=== EXCERPTED RECORDS ===
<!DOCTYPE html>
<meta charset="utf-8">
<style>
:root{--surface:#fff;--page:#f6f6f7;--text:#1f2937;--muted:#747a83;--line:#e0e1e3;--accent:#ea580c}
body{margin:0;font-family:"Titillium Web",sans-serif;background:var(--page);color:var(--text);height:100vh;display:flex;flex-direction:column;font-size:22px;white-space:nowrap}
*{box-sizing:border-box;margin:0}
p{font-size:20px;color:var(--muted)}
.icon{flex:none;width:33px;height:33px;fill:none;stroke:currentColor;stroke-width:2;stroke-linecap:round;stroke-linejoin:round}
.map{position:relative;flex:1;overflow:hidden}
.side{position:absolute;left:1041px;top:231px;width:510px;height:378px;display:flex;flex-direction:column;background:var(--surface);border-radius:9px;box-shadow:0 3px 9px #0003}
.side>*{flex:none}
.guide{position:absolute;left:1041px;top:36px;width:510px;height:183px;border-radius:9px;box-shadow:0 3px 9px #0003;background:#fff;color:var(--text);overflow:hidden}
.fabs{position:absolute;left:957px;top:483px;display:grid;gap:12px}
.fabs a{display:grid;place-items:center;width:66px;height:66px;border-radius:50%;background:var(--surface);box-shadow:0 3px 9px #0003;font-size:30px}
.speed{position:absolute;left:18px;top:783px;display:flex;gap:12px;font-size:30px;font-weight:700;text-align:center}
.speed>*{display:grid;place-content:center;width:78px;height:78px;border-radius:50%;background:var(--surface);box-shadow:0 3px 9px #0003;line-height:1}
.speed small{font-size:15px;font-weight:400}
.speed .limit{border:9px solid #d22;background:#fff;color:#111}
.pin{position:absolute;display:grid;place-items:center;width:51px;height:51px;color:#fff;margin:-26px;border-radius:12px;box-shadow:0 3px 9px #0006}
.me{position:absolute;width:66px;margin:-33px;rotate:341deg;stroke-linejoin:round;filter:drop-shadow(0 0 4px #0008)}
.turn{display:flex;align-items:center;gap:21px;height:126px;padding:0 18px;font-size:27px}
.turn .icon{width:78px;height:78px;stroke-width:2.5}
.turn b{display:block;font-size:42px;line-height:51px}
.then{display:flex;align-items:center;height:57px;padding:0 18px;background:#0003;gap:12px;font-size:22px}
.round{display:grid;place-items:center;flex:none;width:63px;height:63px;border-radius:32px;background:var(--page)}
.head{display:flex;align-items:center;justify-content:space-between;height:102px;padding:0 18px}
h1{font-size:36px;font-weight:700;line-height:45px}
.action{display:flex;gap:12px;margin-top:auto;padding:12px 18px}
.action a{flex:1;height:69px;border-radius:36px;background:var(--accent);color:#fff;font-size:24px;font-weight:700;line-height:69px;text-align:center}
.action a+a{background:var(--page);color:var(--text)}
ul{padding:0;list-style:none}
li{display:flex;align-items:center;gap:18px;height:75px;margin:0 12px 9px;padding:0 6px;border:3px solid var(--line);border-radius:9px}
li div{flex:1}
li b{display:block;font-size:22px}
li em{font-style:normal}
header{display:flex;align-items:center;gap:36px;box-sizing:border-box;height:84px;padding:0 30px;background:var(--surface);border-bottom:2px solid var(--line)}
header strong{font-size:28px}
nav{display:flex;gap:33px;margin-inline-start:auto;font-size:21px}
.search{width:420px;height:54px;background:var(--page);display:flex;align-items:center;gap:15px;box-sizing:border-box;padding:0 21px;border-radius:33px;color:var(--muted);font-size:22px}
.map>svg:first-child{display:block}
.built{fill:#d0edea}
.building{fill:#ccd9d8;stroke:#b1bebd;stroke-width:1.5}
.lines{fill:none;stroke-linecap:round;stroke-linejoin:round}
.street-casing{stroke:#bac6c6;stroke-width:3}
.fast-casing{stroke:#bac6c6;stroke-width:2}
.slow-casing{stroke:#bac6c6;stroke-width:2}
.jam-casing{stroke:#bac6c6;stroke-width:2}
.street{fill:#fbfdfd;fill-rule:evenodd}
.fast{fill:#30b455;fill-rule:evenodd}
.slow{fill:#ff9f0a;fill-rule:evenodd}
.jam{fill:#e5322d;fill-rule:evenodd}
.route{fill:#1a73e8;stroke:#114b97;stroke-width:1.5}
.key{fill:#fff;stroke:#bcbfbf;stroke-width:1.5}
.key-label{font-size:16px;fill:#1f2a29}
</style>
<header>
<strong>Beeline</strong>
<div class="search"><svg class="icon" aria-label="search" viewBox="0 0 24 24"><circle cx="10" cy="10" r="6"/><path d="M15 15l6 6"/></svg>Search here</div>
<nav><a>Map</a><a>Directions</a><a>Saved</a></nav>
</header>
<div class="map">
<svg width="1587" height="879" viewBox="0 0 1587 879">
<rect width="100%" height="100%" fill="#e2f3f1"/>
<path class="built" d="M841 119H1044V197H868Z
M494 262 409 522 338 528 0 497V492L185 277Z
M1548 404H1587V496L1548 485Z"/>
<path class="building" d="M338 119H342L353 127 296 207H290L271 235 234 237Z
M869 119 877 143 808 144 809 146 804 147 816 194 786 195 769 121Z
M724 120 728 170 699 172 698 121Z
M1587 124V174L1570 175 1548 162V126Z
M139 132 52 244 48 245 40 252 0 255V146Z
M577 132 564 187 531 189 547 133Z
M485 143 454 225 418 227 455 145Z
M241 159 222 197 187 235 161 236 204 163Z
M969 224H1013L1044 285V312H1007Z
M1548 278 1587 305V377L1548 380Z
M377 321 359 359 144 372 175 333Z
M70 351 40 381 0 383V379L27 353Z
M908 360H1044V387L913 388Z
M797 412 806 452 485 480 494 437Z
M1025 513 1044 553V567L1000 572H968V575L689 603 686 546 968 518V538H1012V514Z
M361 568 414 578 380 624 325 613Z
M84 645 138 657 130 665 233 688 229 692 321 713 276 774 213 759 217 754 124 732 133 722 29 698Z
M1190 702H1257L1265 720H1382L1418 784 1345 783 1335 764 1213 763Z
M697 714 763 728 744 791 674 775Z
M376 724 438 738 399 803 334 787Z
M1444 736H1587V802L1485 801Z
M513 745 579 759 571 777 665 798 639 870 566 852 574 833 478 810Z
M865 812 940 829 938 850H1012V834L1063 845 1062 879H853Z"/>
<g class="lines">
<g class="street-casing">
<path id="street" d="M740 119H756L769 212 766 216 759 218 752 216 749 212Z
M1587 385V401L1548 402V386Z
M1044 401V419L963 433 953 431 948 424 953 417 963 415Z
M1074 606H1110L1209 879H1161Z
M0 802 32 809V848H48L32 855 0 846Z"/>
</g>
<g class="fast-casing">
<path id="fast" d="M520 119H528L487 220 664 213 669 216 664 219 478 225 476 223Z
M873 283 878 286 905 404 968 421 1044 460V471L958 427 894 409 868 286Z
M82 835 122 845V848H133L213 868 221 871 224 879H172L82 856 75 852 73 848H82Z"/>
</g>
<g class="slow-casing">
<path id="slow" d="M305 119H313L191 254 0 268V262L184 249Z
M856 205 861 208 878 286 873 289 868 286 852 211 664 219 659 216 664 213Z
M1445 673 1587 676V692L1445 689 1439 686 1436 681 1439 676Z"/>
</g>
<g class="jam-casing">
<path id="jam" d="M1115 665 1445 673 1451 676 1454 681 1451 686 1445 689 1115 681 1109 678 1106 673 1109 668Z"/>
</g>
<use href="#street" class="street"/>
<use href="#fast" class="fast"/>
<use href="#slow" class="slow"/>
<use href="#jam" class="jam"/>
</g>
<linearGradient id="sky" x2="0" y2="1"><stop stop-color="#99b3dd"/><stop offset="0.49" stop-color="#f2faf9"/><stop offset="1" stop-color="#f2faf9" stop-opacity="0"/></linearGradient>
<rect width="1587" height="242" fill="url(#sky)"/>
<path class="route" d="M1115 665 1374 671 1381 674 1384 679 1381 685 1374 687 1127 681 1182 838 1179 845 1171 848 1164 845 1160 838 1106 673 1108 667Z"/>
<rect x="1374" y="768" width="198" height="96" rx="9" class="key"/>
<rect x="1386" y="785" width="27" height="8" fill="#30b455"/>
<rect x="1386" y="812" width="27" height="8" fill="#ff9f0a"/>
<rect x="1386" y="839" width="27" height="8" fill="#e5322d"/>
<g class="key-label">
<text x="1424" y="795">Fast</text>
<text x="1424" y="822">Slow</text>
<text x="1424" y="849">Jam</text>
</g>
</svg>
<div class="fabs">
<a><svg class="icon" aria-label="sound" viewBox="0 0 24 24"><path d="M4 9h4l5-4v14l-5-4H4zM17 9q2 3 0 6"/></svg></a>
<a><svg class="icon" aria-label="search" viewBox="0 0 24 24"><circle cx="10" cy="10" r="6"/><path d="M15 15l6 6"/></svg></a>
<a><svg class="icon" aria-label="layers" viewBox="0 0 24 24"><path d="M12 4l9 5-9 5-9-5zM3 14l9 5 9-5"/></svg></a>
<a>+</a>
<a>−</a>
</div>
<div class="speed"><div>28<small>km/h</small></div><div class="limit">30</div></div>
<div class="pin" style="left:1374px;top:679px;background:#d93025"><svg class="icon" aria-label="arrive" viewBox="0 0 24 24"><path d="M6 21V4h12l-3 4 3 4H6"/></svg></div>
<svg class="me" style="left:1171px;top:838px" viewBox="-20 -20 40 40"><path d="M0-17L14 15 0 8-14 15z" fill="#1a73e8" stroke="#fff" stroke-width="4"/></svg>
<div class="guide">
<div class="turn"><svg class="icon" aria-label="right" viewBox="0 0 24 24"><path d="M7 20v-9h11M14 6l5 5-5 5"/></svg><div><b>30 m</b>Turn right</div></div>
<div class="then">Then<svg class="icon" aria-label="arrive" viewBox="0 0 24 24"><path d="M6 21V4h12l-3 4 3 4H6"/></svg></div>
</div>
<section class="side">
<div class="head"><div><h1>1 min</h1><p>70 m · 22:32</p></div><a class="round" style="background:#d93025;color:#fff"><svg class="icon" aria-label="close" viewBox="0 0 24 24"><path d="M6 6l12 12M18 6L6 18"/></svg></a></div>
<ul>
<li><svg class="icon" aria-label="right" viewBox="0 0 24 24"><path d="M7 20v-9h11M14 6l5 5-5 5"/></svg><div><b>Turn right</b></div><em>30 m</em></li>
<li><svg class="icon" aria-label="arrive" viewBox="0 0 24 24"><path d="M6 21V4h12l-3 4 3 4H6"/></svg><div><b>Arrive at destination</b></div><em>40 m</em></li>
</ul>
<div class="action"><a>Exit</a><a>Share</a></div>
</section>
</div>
===
▸ **WHAT YOU SHOULD DO**:
The answer must be every line of the listing that holds the word "hidden".

▸ **RESPONSE AREA**:
.map{position:relative;flex:1;overflow:hidden}
.guide{position:absolute;left:1041px;top:36px;width:510px;height:183px;border-radius:9px;box-shadow:0 3px 9px #0003;background:#fff;color:var(--text);overflow:hidden}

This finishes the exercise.